[TASK DETAILS]: For each line below that includes the word "lists", make a copy.

Data extracted from a collection:
+ + + + +

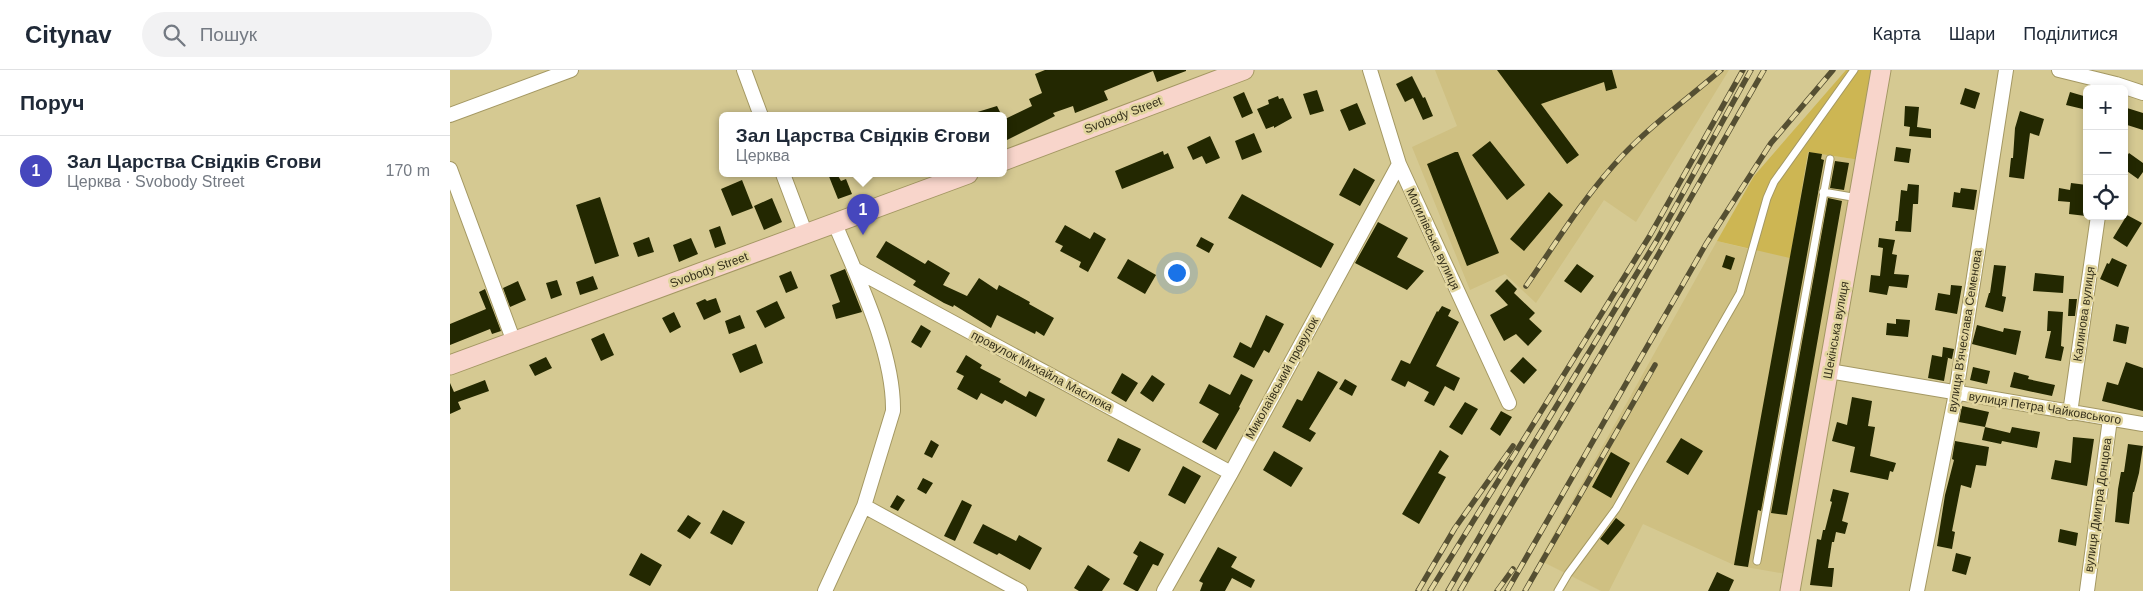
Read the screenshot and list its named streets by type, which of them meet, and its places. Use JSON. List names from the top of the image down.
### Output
{
  "streets": {
    "street": [
      "Svobody Street",
      "Могилівська вулиця",
      "Калинова вулиця",
      "Шекінська вулиця",
      "вулиця В'ячеслава Семенова",
      "провулок Михайла Маслюка",
      "Миколаївський провулок",
      "вулиця Петра Чайковського",
      "вулиця Дмитра Донцова"
    ]
  },
  "crossings": [
    ["Могилівська вулиця", "Миколаївський провулок"],
    ["Калинова вулиця", "вулиця Петра Чайковського"],
    ["Шекінська вулиця", "вулиця Петра Чайковського"],
    ["вулиця В'ячеслава Семенова", "вулиця Петра Чайковського"],
    ["провулок Михайла Маслюка", "Миколаївський провулок"],
    ["вулиця Петра Чайковського", "вулиця Дмитра Донцова"]
  ],
  "page": {
    "header": "Citynav",
    "search": "Пошук",
    "nav": ["Карта", "Шари", "Поділитися"],
    "heading": "Поруч",
    "map_buttons": ["+", "−"],
    "popup": ["Зал Царства Свідків Єгови", "Церква"],
    "list": [
      {
        "mark": "1",
        "name": "Зал Царства Свідків Єгови",
        "note": "Церква · Svobody Street",
        "value": "170 m"
      }
    ],
    "pins": "1"
  }
}
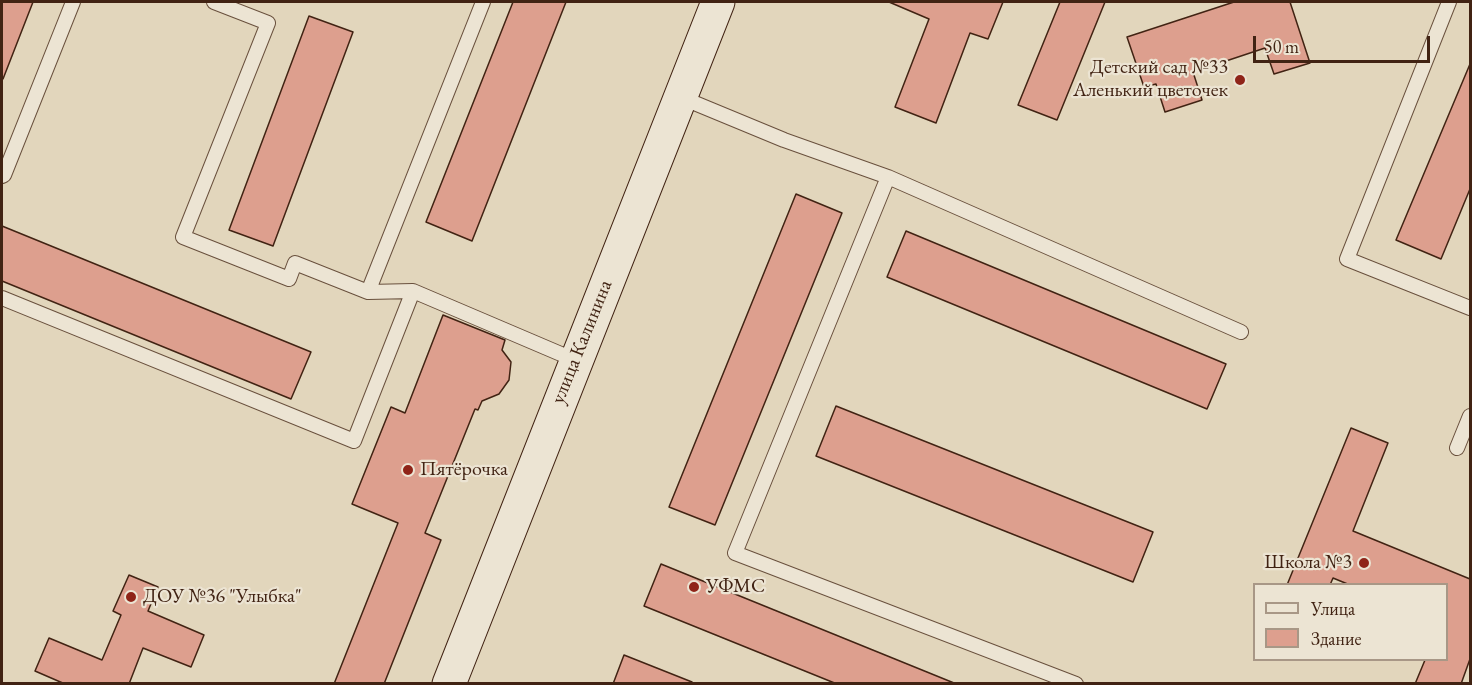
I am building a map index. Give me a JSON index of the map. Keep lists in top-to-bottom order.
{
  "streets": {
    "street": ["улица Калинина"]
  },
  "places": [
    "Детский сад №33 Аленький цветочек",
    "Пятёрочка",
    "Школа №3",
    "УФМС",
    "ДОУ №36 \"Улыбка\""
  ],
  "legend": ["Улица", "Здание"],
  "scale_bar": "50 m"
}
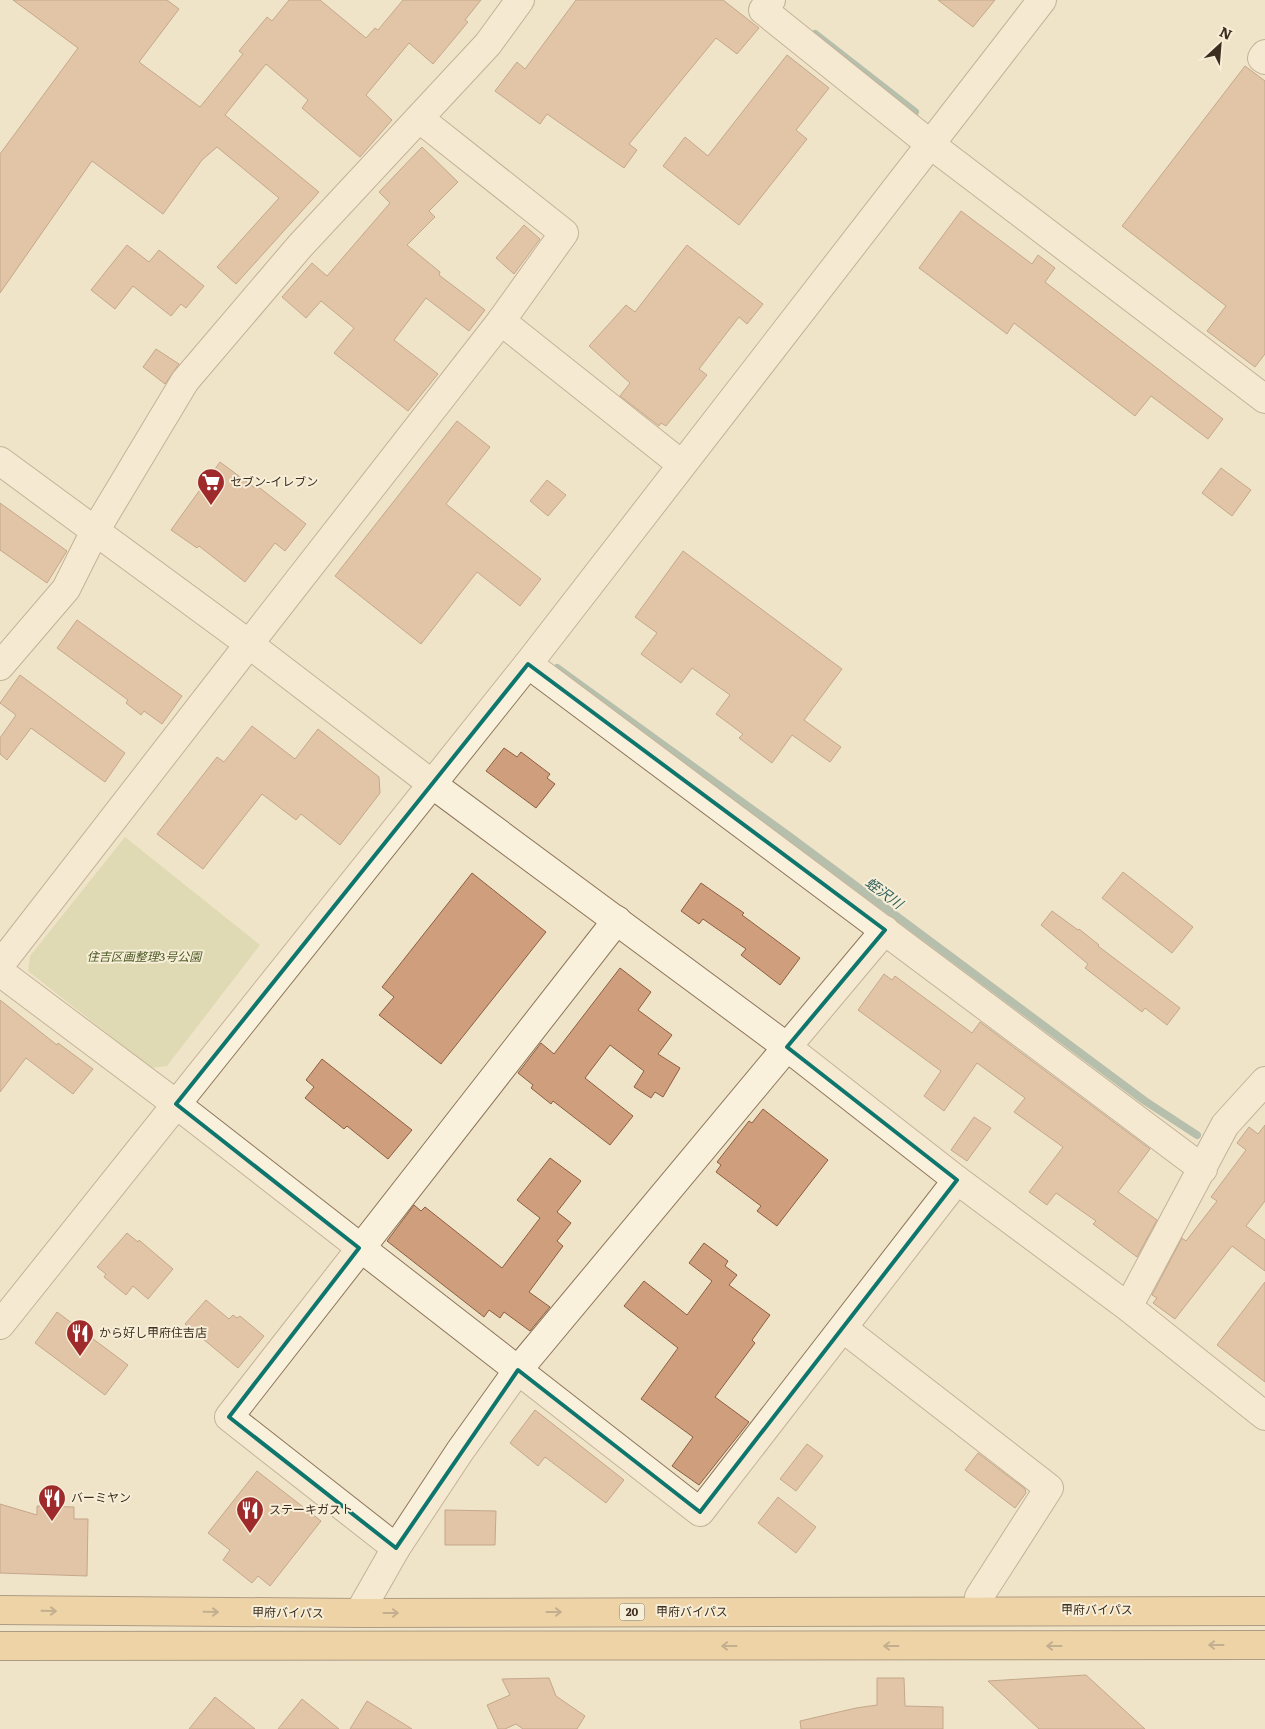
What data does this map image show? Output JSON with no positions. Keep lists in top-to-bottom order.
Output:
{
  "streets": {
    "highway": ["甲府バイパス", "20"]
  },
  "water": ["蛭沢川"],
  "parks": ["住吉区画整理3号公園"],
  "places": {
    "supermarket": ["セブン-イレブン"],
    "restaurant": ["から好し甲府住吉店", "バーミヤン", "ステーキガスト"]
  },
  "north": "top right"
}
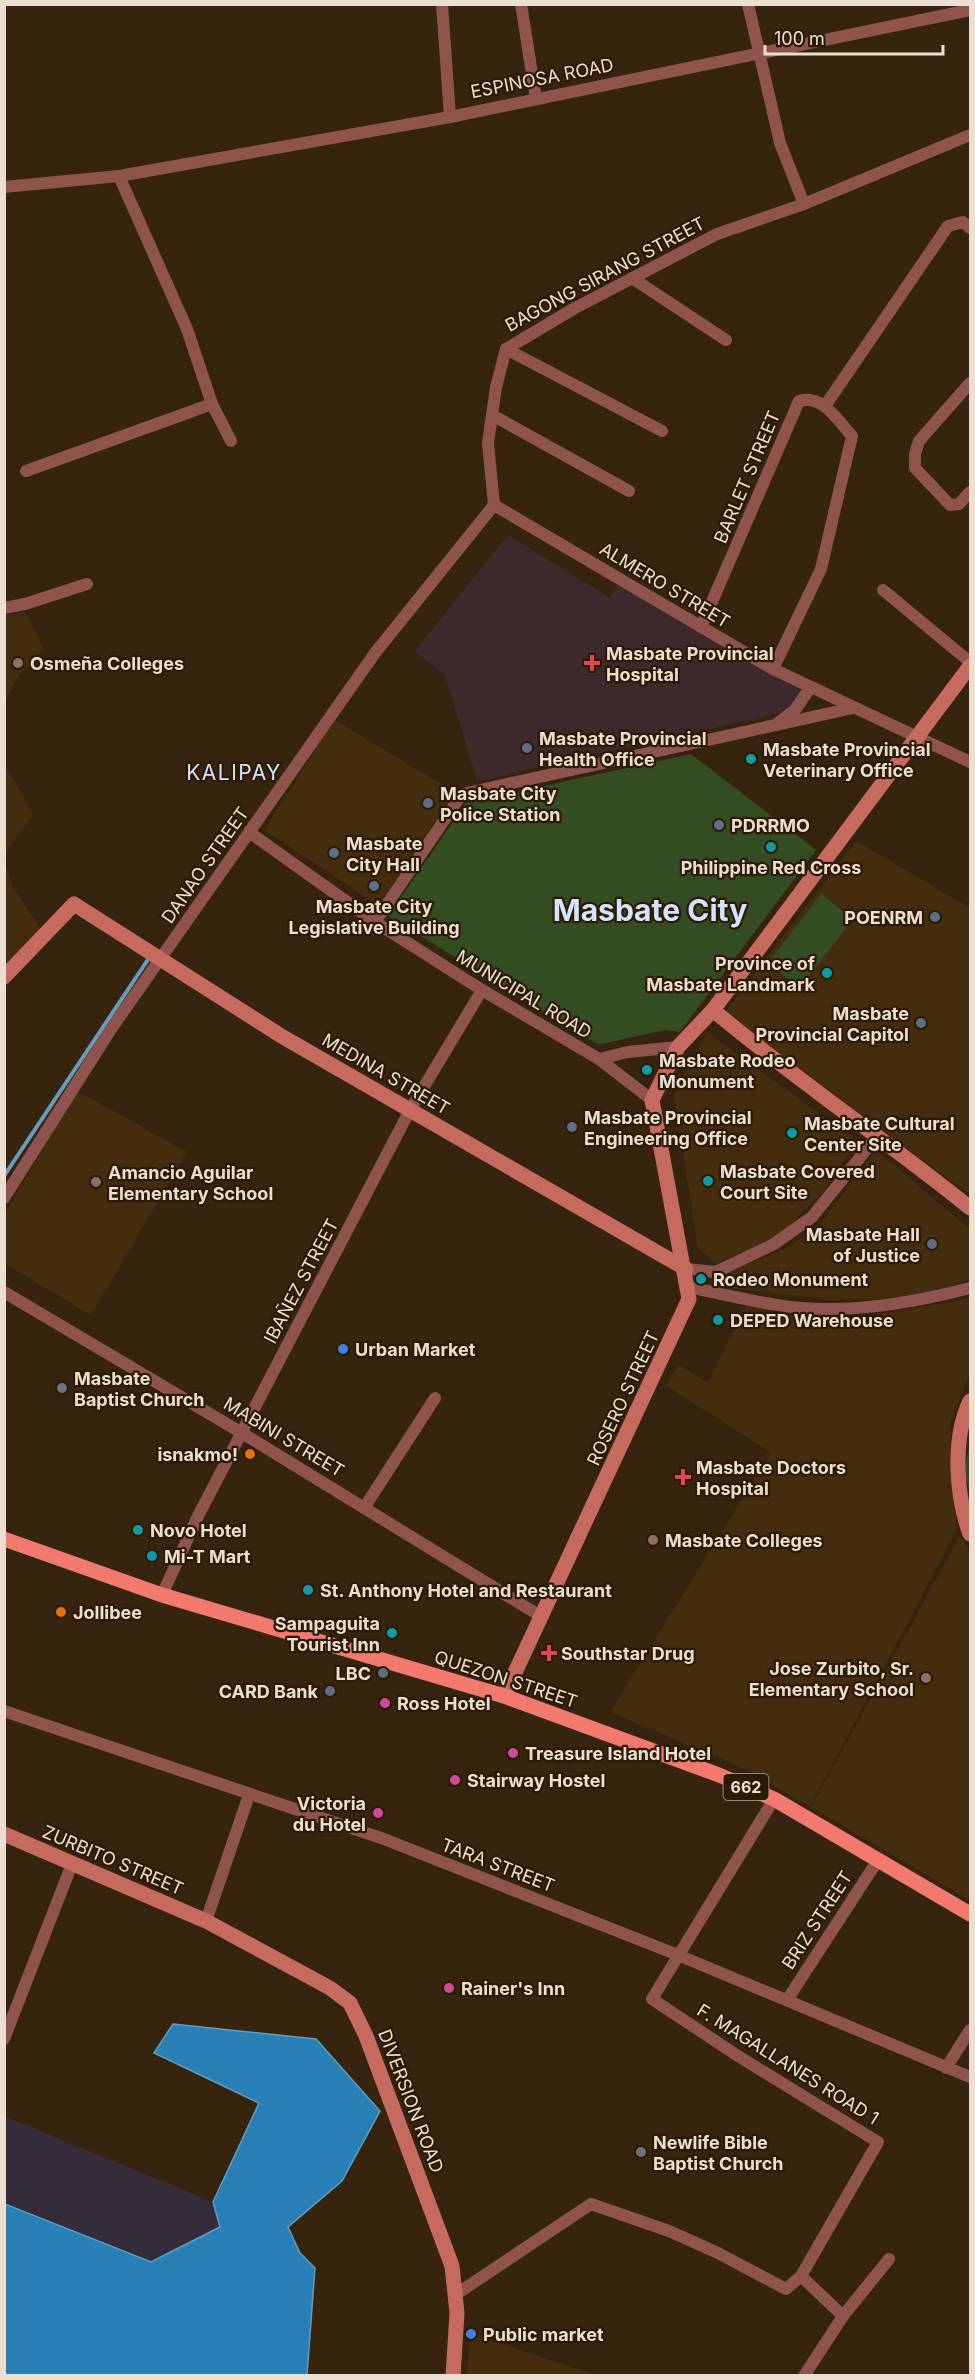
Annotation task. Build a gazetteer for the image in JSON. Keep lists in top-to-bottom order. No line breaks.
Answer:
{"streets":{"main road":["QUEZON STREET","662"],"street":["ESPINOSA ROAD","BAGONG SIRANG STREET","BARLET STREET","ALMERO STREET","DANAO STREET","MUNICIPAL ROAD","MEDINA STREET","IBAÑEZ STREET","ROSERO STREET","MABINI STREET","ZURBITO STREET","TARA STREET","BRIZ STREET","F. MAGALLANES ROAD 1","DIVERSION ROAD"]},"crossings":[["BAGONG SIRANG STREET","ALMERO STREET"],["BAGONG SIRANG STREET","DANAO STREET"],["BARLET STREET","ALMERO STREET"],["ALMERO STREET","DANAO STREET"],["DANAO STREET","MUNICIPAL ROAD"],["DANAO STREET","MEDINA STREET"],["MUNICIPAL ROAD","IBAÑEZ STREET"],["MUNICIPAL ROAD","ROSERO STREET"],["MEDINA STREET","IBAÑEZ STREET"],["MEDINA STREET","ROSERO STREET"],["IBAÑEZ STREET","MABINI STREET"],["IBAÑEZ STREET","QUEZON STREET"],["ROSERO STREET","MABINI STREET"],["ROSERO STREET","QUEZON STREET"],["QUEZON STREET","BRIZ STREET"],["ZURBITO STREET","DIVERSION ROAD"],["TARA STREET","BRIZ STREET"],["TARA STREET","F. MAGALLANES ROAD 1"]],"districts":["KALIPAY","Masbate City"],"places":{"other":["Osmeña Colleges","Masbate Provincial Health Office","Masbate Provincial Veterinary Office","Masbate City Police Station","PDRRMO","Philippine Red Cross","Masbate City Hall","Masbate City Legislative Building","POENRM","Province of Masbate Landmark","Masbate Provincial Capitol","Masbate Rodeo Monument","Masbate Provincial Engineering Office","Masbate Cultural Center Site","Masbate Covered Court Site","Amancio Aguilar Elementary School","Masbate Hall of Justice","Rodeo Monument","DEPED Warehouse","Urban Market","Masbate Baptist Church","isnakmo!","Novo Hotel","Masbate Colleges","Mi-T Mart","St. Anthony Hotel and Restaurant","Jollibee","Sampaguita Tourist Inn","LBC","Jose Zurbito, Sr. Elementary School","CARD Bank","Ross Hotel","Treasure Island Hotel","Stairway Hostel","Victoria du Hotel","Rainer's Inn","Newlife Bible Baptist Church","Public market"],"health":["Masbate Provincial Hospital","Masbate Doctors Hospital","Southstar Drug"]},"scale_bar":"100 m"}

+ + + + +

[REPLY TO THE EXERCISE]:
I am building a map index. Give me a JSON index of the map. Keep lists in top-to-bottom order.
What data does this map image show? Output JSON with no positions. Keep lists in top-to-bottom order.
Annotation task. Build a gazetteer for the image in JSON. Keep lists in top-to-bottom order. No line breaks.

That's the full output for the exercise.